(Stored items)
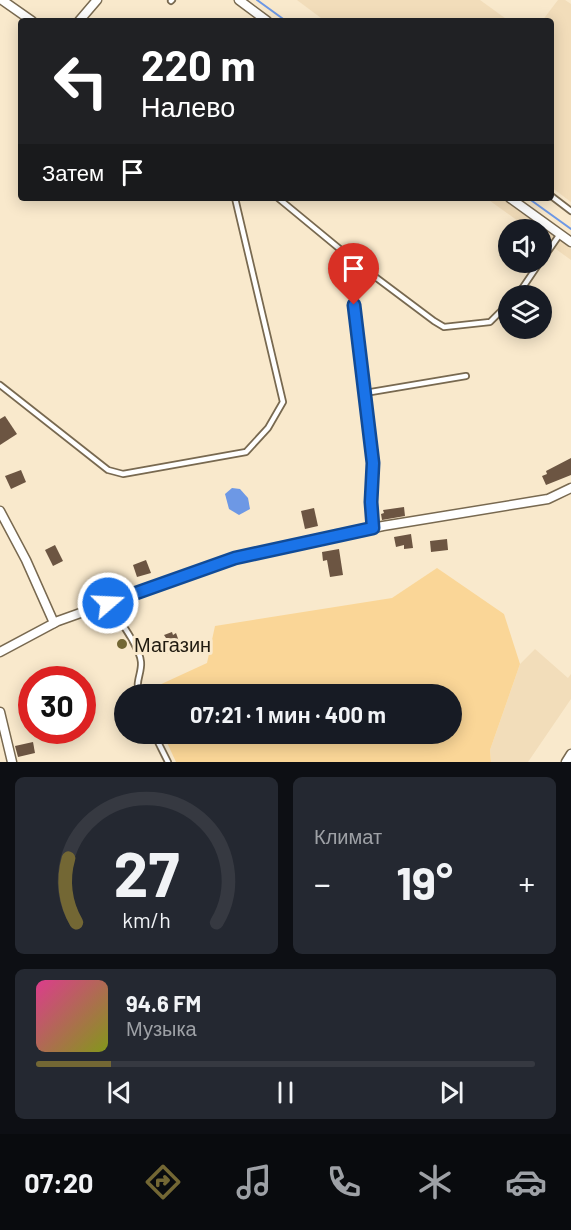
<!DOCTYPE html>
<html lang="ru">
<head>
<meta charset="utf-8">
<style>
  body { margin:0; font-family:Barlow,sans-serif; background:#242831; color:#f1f3f6; height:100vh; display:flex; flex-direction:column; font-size:22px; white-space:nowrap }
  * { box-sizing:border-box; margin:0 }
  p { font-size:20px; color:#9ea1a6 }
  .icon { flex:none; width:33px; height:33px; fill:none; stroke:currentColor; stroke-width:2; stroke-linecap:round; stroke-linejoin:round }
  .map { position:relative; height:762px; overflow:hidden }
  .sheet { display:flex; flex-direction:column; gap:15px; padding:15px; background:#0d0f14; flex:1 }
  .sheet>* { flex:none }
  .hud { position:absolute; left:18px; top:18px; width:536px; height:183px; border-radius:6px; box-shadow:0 3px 15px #0003; background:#202124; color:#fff; overflow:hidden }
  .controls { position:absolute; left:498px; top:219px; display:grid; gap:12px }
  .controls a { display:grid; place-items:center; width:54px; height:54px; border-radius:50%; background:#171b24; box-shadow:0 3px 15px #0003; font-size:30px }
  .speed { position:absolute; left:18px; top:666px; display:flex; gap:12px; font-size:30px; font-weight:700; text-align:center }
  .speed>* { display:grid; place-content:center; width:78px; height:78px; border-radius:50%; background:#171b24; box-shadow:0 3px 15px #0003; line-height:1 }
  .speed .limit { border:9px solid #d22; background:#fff; color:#111 }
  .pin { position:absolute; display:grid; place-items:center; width:51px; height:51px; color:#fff; margin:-62px -26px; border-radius:50% 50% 50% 0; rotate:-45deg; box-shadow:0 0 6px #0007 }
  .pin .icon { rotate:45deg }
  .me { position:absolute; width:66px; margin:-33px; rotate:71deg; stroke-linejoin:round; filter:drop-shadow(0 0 4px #0008) }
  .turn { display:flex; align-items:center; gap:21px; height:126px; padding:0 24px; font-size:27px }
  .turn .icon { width:78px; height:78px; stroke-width:2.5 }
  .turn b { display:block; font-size:42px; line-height:51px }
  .then { display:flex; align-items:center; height:57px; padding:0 24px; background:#0003; gap:12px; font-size:22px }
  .big { font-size:45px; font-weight:700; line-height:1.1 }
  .sheet .card { flex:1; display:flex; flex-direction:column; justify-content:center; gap:9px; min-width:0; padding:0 21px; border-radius:9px; background:#242831 }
  .sheet .dial { align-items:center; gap:0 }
  .dial svg { height:156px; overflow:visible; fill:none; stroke:#363941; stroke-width:7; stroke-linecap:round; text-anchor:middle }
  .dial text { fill:#f1f3f6; stroke:none }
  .song { display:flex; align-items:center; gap:18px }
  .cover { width:72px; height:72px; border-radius:9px; background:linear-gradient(135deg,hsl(330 70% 55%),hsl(70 70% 35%)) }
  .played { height:6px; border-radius:3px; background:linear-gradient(90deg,#736734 15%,#363941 15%) }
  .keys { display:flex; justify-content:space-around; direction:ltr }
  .heat { display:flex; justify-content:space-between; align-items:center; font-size:33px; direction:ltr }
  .sheet .tiles { flex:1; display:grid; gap:15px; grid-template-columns:1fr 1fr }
  .card:last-child { grid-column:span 2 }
  .trip { position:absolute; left:114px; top:684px; width:348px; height:60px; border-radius:30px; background:#171b24; box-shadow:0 3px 15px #0003; font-weight:700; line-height:60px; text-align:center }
  .dock { display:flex; height:96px; justify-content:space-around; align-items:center; background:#090b0e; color:#9ea1a6 }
  .dock .icon { width:42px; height:42px }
  .dock .selected { color:#736734 }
  .dock b { font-size:27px; color:#f1f3f6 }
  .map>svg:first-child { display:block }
</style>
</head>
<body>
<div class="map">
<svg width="571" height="762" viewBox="0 0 571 762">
  <rect width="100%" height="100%" fill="#f9e9cc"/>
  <!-- built -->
  <g fill="#f2ddba">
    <polygon points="297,0 480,0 509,21 325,21"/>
    <polygon points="558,0 565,0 571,4 571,202 551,187 550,21 542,21"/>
    <polygon points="486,198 501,198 571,249 571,260 542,239 542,230 529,229"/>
    <polygon points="535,649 568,678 571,674 571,699 528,762 491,762 490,750 520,664"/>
  </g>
  <!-- green -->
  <polygon fill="#fad697" points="437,568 504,614 520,664 490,750 491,762 176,762 163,734 452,734 452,694 145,694 144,692 207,663 215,626 392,598"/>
  <!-- water -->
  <polygon fill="#6d98e5" points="232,488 240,489 248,498 250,509 239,515 229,509 225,494"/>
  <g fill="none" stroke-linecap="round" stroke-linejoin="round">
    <!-- stream -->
    <g stroke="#6d98e5" stroke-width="2">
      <polyline points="257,0 286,21"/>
      <polyline points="528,198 571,229"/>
    </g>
  </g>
  <!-- building -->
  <g fill="#6c5542">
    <polygon points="5,416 17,434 0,445 0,419"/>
    <polygon points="571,458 571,475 546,485 542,476 547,474 546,471"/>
    <polygon points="21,470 26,482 11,489 5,476"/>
    <polygon points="404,507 405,516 382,520 381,514 384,513 383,510"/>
    <polygon points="314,508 318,526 305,529 301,511"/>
    <polygon points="411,534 413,548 404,549 404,545 396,547 394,537"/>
    <polygon points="447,539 448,550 431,552 430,541"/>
    <polygon points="55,545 63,561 53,566 45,550"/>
    <polygon points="339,549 343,575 330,577 327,560 323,561 322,552"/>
    <polygon points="146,560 151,573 137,577 133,565"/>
    <polygon points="172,632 173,635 176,633 181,647 166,654 161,641 166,638 164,635"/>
    <polygon points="33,742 35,753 18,757 15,746"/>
  </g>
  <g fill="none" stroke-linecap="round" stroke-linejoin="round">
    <!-- lane casing -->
    <g stroke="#786950" stroke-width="8">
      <g id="lane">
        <polyline points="171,1 172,0"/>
        <polyline points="550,195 571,211"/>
        <polyline points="278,198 358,264 434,321 444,327 490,322 508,304"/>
        <polyline points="542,260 560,234"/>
        <polyline points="517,296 540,262"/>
        <polyline points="0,385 108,470 123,474 246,452 268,428 283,402 235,198"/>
        <polyline points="365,393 466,376"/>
        <path d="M108,603C117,617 140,647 141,662C142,674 134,683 140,694"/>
        <polyline points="154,734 168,762"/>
      </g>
    </g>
    <!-- street casing -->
    <g stroke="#786950" stroke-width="11">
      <g id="street">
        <polyline points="2,0 32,21"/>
        <polyline points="239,0 267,21"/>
        <polyline points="79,21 97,0"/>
        <polyline points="510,198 571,242"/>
        <polyline points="354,305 373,463 371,502 373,528"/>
        <polyline points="0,511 26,560 54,623"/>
        <polyline points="0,652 58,621 235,558 383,526 548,499 571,488"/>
        <polyline points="0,712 12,762"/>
        <polyline points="566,762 571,754"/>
      </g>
    </g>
    <!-- lane -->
    <use href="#lane" stroke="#fff" stroke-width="4.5"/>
    <!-- street -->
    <use href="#street" stroke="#fff" stroke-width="8"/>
  </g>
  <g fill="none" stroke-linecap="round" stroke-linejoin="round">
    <!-- route casing -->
    <g stroke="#114b97" stroke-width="15">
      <polyline id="route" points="108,603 235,558 373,528 371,502 373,463 354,305"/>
    </g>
    <!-- route -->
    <use href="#route" stroke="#1a73e8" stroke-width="10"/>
  </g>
  <!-- markers -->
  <circle fill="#736734" stroke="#f9e9cc" stroke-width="2" cx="122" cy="644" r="6"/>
  <g text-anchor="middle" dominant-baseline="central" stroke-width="6" stroke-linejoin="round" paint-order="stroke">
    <!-- poi labels -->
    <g font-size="20" fill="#211b10" stroke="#f9e9cc" text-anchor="start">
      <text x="134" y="644">Магазин</text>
    </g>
  </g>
</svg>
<div class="controls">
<a><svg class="icon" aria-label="sound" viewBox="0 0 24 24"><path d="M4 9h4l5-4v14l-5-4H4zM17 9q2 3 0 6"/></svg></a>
<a><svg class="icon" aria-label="layers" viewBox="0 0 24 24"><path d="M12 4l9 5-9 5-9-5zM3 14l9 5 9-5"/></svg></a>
</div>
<div class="speed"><div class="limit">30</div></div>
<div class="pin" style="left:354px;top:305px;background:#d93025"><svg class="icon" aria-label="arrive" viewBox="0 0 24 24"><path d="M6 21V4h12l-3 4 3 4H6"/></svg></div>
<svg class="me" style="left:108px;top:603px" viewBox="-20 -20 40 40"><circle r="17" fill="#1a73e8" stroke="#fff" stroke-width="3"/><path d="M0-11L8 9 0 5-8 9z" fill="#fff"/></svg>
<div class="trip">07:21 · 1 мин · 400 m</div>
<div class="hud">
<div class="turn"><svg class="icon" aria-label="left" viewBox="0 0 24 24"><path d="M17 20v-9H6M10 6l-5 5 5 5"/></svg><div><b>220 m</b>Налево</div></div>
<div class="then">Затем<svg class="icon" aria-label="arrive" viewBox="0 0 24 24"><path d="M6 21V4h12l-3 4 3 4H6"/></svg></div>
</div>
</div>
<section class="sheet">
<div class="tiles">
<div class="card dial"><svg viewBox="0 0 100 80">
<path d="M14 69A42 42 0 1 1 86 69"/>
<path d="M14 69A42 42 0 0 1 10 36" stroke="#736734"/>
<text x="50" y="56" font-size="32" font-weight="700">27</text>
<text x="50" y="72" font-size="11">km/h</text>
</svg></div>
<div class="card"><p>Климат</p>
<div class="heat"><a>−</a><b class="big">19°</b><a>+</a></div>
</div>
<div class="card">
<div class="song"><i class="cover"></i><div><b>94.6 FM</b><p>Музыка</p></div></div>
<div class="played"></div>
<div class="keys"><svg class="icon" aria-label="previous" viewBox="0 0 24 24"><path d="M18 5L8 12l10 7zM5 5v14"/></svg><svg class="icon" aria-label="pause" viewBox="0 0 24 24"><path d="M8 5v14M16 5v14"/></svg><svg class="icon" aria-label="next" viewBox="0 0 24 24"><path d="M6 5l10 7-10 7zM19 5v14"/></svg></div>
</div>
</div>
</section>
<nav class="dock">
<b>07:20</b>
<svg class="icon selected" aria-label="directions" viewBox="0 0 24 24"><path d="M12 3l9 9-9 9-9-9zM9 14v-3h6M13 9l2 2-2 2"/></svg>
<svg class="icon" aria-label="music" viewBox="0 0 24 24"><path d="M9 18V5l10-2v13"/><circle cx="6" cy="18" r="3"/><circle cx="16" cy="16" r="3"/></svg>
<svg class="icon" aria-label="phone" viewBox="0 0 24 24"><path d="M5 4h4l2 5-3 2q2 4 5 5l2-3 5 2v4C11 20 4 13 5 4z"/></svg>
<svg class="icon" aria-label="climate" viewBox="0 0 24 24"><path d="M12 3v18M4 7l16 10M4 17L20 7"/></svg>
<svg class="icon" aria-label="car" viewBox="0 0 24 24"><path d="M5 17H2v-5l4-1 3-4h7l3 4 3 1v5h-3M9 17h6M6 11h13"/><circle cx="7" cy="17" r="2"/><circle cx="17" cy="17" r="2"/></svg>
</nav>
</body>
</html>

What needs to be done =>
When a line of the records above contains the string "speed", count it once; then give the total and nothing else.

Answer to this problem =>
4